Pictures should be omitted from your copy. Everything else in the entries below must be restated word for word.

> **Records for the task**
○ ○ ○ ○ ○
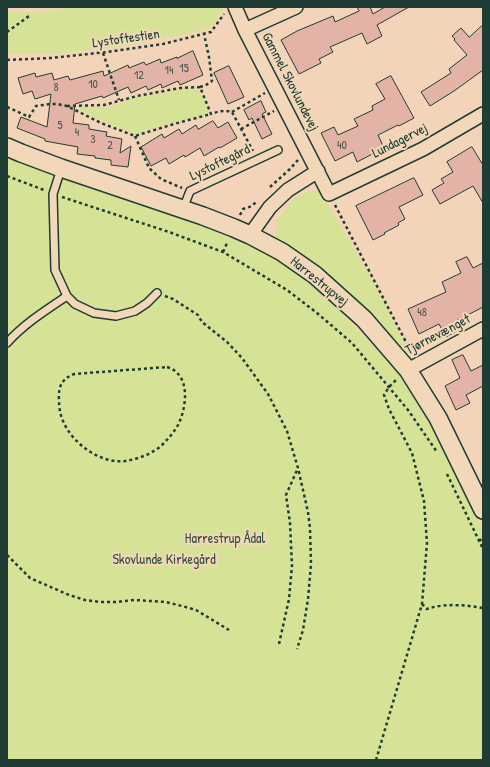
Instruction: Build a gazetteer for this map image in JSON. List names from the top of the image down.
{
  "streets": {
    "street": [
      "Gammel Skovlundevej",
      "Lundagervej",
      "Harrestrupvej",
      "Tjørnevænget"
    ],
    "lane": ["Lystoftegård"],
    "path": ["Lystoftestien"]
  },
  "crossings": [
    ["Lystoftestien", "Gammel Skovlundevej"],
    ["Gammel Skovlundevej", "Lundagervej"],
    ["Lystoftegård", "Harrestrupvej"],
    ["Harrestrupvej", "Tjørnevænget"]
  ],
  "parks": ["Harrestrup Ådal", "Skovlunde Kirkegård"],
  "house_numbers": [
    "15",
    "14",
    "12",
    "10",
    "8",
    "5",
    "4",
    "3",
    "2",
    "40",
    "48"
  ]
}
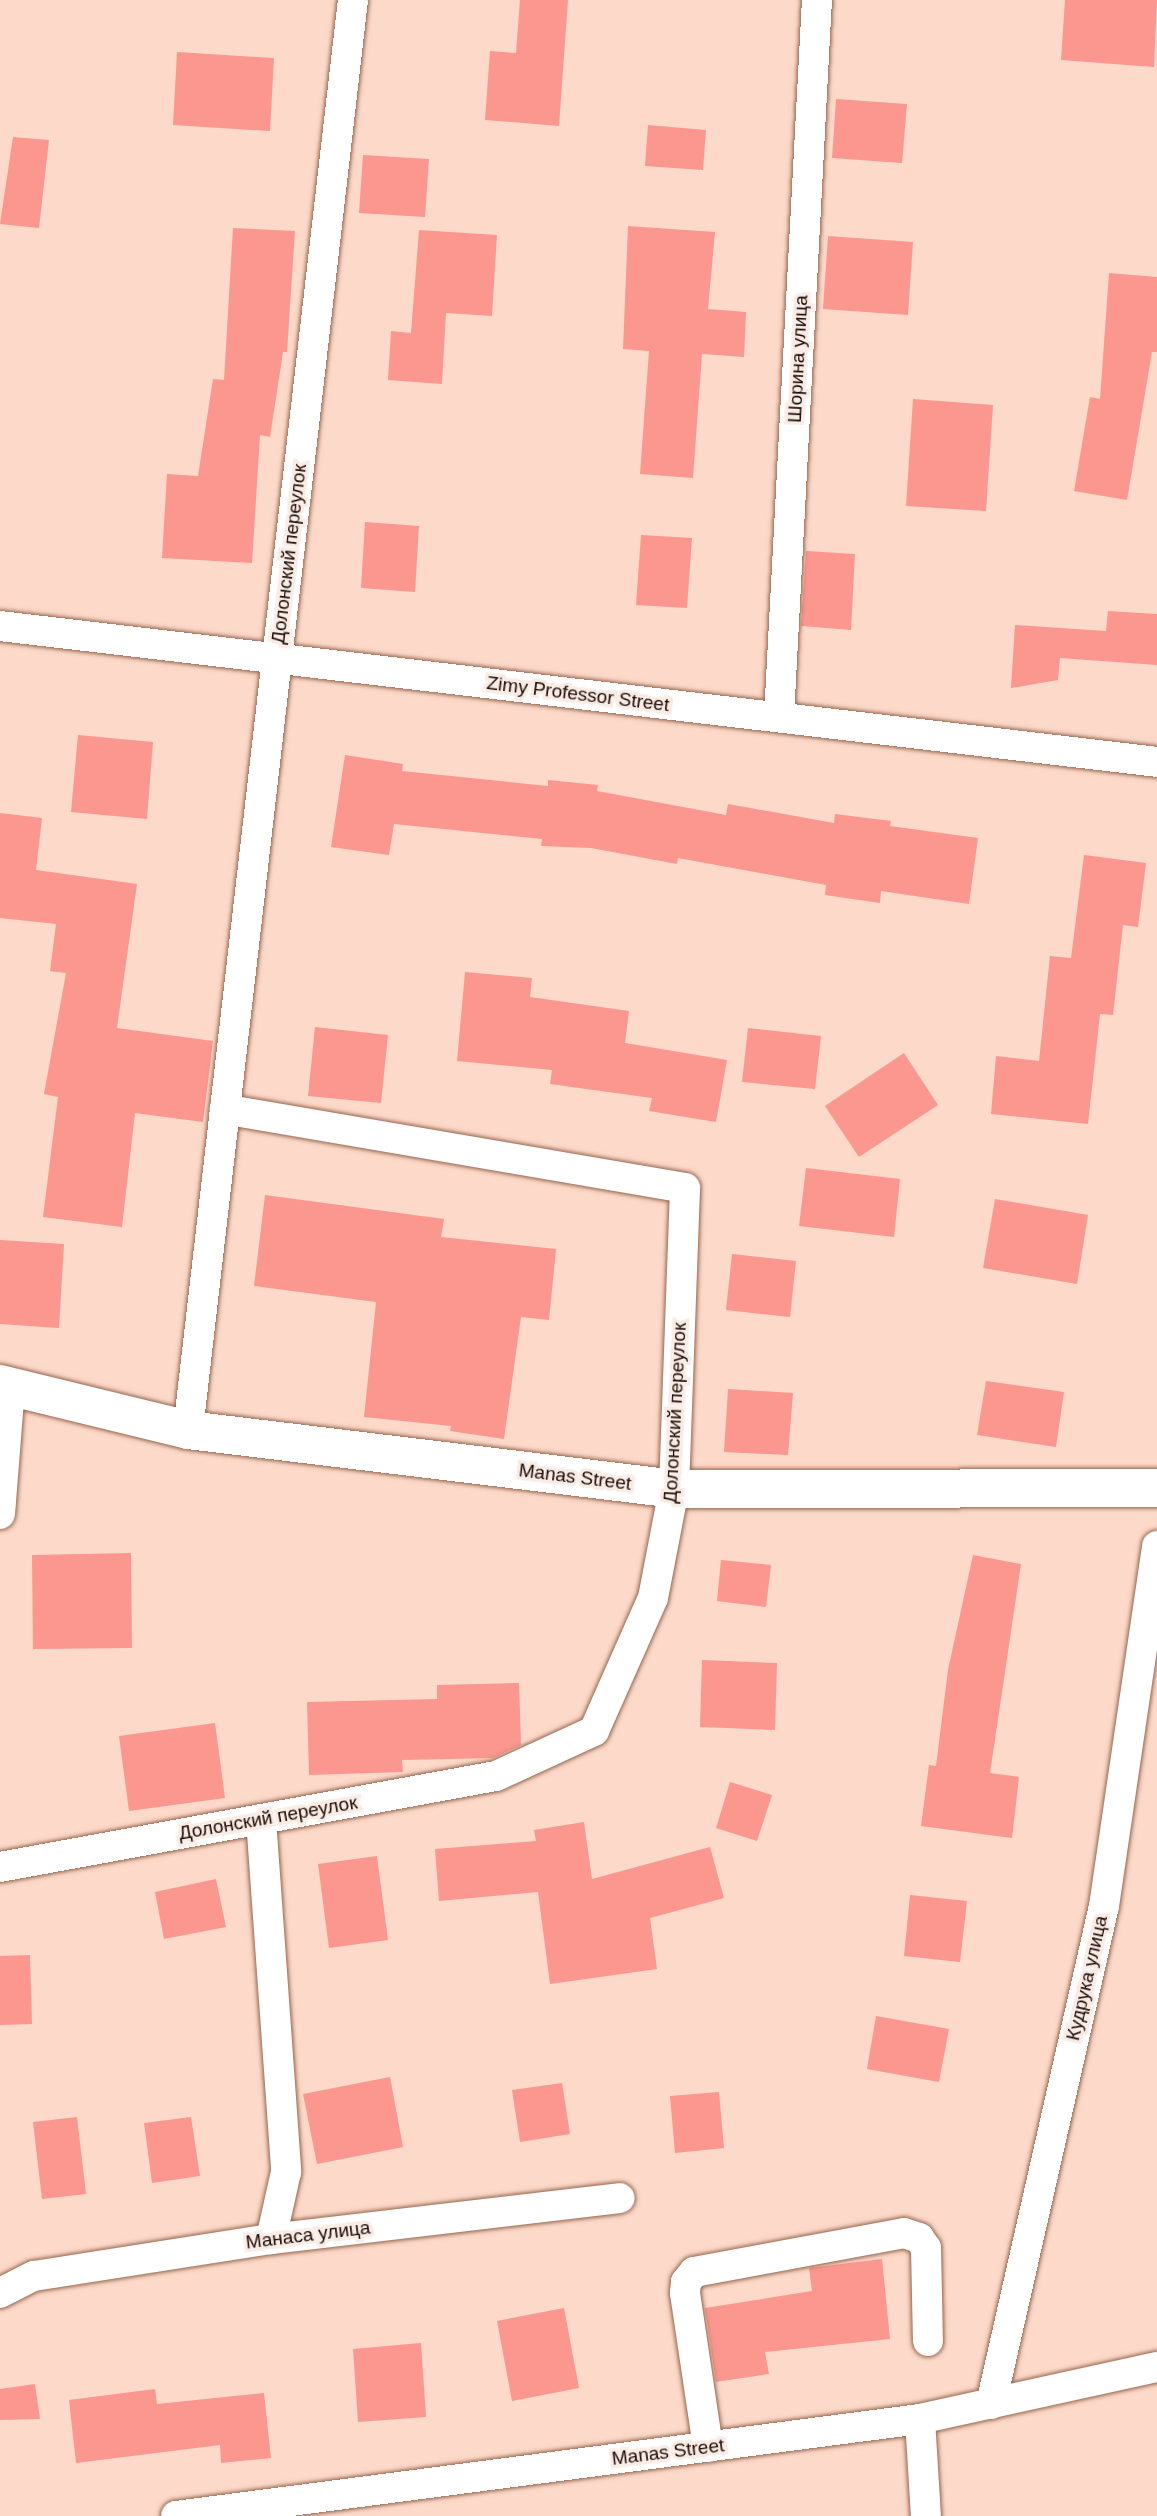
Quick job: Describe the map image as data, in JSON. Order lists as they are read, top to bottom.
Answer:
○ ○ ○ ○ ○
> **Exercise response**
Instruction: Build a gazetteer for this map image in JSON. List names from the top of the image down.
{
  "streets": {
    "street": [
      "Gammel Skovlundevej",
      "Lundagervej",
      "Harrestrupvej",
      "Tjørnevænget"
    ],
    "lane": ["Lystoftegård"],
    "path": ["Lystoftestien"]
  },
  "crossings": [
    ["Lystoftestien", "Gammel Skovlundevej"],
    ["Gammel Skovlundevej", "Lundagervej"],
    ["Lystoftegård", "Harrestrupvej"],
    ["Harrestrupvej", "Tjørnevænget"]
  ],
  "parks": ["Harrestrup Ådal", "Skovlunde Kirkegård"],
  "house_numbers": [
    "15",
    "14",
    "12",
    "10",
    "8",
    "5",
    "4",
    "3",
    "2",
    "40",
    "48"
  ]
}
Quick job: Describe the map image as data, in JSON. Order lists as they are read, top to bottom.
Answer:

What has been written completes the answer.